His roommate has stories, too. He talks about ‘Nam, and the insane girl he met when he came back, and their parties, and this new drug—crack. And they ran out of money, and she began to whore herself.
The disco ball stops moving. The music cuts out. And he wakes up to her dead body in the bed. Like Seal, he tries to stay cool, tell the story like it’s just one of those things, one episode in a life lived.
The play, for the most part, wants to de-problematize Seal, show him as a sort of victim of government corruption, his fall from freedom as the fall of something beautiful. This story-swapping is the only bit which confronts the cruel implications of Seal’s “freedom,” the only scene which really takes disaster seriously. This contradiction is at the core of the character’s potential dynamism, and Phillips’ disinterest in it—in favor of “cool”—deprives its main character of a dimension of interest and believability.
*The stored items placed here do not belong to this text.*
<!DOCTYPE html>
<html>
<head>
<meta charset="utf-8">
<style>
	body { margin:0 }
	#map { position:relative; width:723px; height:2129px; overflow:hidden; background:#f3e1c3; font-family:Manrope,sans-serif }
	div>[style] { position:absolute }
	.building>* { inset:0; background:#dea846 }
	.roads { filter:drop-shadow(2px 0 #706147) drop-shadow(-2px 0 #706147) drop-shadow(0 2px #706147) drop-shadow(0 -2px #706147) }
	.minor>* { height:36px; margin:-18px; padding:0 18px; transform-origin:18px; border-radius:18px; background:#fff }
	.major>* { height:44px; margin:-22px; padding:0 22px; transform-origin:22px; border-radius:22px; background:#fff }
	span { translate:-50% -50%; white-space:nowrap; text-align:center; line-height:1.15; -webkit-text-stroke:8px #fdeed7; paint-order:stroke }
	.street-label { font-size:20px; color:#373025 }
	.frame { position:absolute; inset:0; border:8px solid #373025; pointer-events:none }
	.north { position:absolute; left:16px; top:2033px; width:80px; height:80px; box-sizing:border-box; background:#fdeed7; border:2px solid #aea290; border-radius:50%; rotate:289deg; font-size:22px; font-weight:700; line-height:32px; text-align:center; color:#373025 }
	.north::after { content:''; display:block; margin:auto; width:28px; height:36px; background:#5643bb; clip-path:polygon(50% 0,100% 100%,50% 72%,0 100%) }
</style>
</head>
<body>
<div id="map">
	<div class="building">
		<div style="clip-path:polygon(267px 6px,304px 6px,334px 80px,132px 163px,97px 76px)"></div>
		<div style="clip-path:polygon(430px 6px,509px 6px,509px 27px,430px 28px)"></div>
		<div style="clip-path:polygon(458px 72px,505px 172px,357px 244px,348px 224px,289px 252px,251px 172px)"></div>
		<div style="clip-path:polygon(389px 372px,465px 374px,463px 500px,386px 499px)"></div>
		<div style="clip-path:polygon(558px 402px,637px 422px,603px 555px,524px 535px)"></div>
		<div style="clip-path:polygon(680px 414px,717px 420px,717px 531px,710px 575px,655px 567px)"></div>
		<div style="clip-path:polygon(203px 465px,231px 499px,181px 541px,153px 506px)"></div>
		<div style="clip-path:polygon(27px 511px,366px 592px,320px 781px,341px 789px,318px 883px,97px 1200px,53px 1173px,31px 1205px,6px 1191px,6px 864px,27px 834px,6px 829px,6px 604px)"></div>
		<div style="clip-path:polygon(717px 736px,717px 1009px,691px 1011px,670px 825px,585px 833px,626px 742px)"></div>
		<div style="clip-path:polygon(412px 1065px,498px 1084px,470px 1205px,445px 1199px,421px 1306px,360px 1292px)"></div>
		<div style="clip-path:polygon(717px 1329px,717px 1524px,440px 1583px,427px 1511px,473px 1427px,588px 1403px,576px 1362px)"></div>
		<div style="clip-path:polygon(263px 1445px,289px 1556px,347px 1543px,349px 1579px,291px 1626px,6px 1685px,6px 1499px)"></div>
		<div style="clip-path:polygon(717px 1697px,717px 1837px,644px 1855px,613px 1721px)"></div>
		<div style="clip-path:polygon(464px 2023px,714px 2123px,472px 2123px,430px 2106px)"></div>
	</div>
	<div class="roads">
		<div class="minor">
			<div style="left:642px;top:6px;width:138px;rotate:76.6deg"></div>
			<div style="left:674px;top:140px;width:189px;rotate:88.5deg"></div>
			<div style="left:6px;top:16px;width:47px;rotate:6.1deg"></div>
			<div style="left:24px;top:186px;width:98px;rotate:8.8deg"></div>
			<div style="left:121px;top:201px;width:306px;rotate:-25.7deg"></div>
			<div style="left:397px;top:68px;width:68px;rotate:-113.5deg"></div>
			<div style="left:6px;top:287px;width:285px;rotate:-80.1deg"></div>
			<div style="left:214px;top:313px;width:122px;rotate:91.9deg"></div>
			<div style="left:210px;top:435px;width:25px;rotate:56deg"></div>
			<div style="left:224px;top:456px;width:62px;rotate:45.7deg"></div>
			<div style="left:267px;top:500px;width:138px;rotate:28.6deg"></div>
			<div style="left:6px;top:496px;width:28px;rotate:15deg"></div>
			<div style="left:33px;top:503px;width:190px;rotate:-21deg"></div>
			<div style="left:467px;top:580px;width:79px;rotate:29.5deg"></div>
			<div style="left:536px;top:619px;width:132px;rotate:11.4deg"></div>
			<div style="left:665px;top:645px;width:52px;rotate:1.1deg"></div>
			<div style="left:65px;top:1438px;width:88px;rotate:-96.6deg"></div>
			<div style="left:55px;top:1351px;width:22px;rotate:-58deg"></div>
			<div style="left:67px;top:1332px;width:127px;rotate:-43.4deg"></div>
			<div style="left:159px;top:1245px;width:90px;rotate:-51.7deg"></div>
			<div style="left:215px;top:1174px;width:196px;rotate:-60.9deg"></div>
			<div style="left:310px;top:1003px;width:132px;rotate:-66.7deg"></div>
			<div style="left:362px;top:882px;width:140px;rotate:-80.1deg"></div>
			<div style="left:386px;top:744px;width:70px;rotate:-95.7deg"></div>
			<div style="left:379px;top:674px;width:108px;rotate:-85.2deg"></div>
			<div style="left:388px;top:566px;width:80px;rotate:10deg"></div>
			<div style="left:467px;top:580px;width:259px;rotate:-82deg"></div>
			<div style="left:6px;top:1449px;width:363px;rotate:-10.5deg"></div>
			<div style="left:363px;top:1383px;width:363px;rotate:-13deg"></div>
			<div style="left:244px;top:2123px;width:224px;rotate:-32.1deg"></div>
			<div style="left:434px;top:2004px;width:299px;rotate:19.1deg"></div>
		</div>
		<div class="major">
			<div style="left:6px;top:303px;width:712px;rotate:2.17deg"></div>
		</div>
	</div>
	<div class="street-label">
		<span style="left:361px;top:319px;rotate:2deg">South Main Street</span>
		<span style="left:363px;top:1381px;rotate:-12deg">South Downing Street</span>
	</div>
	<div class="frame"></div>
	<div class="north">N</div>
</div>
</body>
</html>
BARRY SEAL is an intriguing experiment in minimalism. Phillips bravely attempts to string us through a story carefully crafted in the quietness of one-sided phone calls: the increasingly desperate man, losing his grip on a world he once controlled, glimpsing reality only through telephone calls. The machismo drug dealer losing his potency. Phillips doubles down, staying in character between scenes, strolling coolly from set to set, making for laborious transitions, daring us to say we’re losing interest. It’s missing that something, though, and that something is a real glimpse into Seal’s soul. [FringeArts, 140 N. Columbus Blvd] May 14-16, 2015; fringearts.com.